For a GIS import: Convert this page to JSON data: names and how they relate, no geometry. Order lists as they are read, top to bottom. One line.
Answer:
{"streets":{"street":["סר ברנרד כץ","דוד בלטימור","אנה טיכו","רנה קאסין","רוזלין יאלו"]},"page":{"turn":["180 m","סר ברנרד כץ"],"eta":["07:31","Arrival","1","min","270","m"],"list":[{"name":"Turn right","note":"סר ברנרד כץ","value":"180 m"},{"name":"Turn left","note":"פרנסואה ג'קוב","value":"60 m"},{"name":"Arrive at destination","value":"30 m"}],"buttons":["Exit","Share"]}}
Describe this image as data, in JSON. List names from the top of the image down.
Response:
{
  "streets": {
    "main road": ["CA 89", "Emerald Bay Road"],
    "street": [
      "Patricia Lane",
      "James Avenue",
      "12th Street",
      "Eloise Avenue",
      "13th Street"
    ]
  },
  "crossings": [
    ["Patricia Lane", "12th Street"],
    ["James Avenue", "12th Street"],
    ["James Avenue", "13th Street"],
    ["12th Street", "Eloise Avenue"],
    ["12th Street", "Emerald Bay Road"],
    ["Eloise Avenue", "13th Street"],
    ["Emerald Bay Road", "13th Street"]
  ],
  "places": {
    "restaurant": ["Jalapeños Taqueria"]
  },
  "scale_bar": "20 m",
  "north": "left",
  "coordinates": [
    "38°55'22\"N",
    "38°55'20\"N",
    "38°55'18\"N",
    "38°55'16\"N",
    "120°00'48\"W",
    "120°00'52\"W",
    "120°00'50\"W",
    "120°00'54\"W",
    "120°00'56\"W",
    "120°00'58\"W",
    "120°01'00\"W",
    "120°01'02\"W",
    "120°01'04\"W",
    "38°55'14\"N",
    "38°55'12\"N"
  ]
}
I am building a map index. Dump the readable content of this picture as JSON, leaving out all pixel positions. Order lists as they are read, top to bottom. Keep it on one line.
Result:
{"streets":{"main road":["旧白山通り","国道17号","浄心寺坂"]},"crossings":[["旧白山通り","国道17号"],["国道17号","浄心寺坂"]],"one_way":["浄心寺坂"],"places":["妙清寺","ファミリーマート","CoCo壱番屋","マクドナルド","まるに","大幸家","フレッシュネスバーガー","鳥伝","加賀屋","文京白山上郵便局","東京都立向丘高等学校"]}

**Work to complete**.
Exactly as they appear, print the lines from the one holding "Describe this image" through the final line of the entries, and no others.

**Your response**.
Describe this image as data, in JSON. List names from the top of the image down.
Response:
{
  "streets": {
    "main road": ["CA 89", "Emerald Bay Road"],
    "street": [
      "Patricia Lane",
      "James Avenue",
      "12th Street",
      "Eloise Avenue",
      "13th Street"
    ]
  },
  "crossings": [
    ["Patricia Lane", "12th Street"],
    ["James Avenue", "12th Street"],
    ["James Avenue", "13th Street"],
    ["12th Street", "Eloise Avenue"],
    ["12th Street", "Emerald Bay Road"],
    ["Eloise Avenue", "13th Street"],
    ["Emerald Bay Road", "13th Street"]
  ],
  "places": {
    "restaurant": ["Jalapeños Taqueria"]
  },
  "scale_bar": "20 m",
  "north": "left",
  "coordinates": [
    "38°55'22\"N",
    "38°55'20\"N",
    "38°55'18\"N",
    "38°55'16\"N",
    "120°00'48\"W",
    "120°00'52\"W",
    "120°00'50\"W",
    "120°00'54\"W",
    "120°00'56\"W",
    "120°00'58\"W",
    "120°01'00\"W",
    "120°01'02\"W",
    "120°01'04\"W",
    "38°55'14\"N",
    "38°55'12\"N"
  ]
}
I am building a map index. Dump the readable content of this picture as JSON, leaving out all pixel positions. Order lists as they are read, top to bottom. Keep it on one line.
Result:
{"streets":{"main road":["旧白山通り","国道17号","浄心寺坂"]},"crossings":[["旧白山通り","国道17号"],["国道17号","浄心寺坂"]],"one_way":["浄心寺坂"],"places":["妙清寺","ファミリーマート","CoCo壱番屋","マクドナルド","まるに","大幸家","フレッシュネスバーガー","鳥伝","加賀屋","文京白山上郵便局","東京都立向丘高等学校"]}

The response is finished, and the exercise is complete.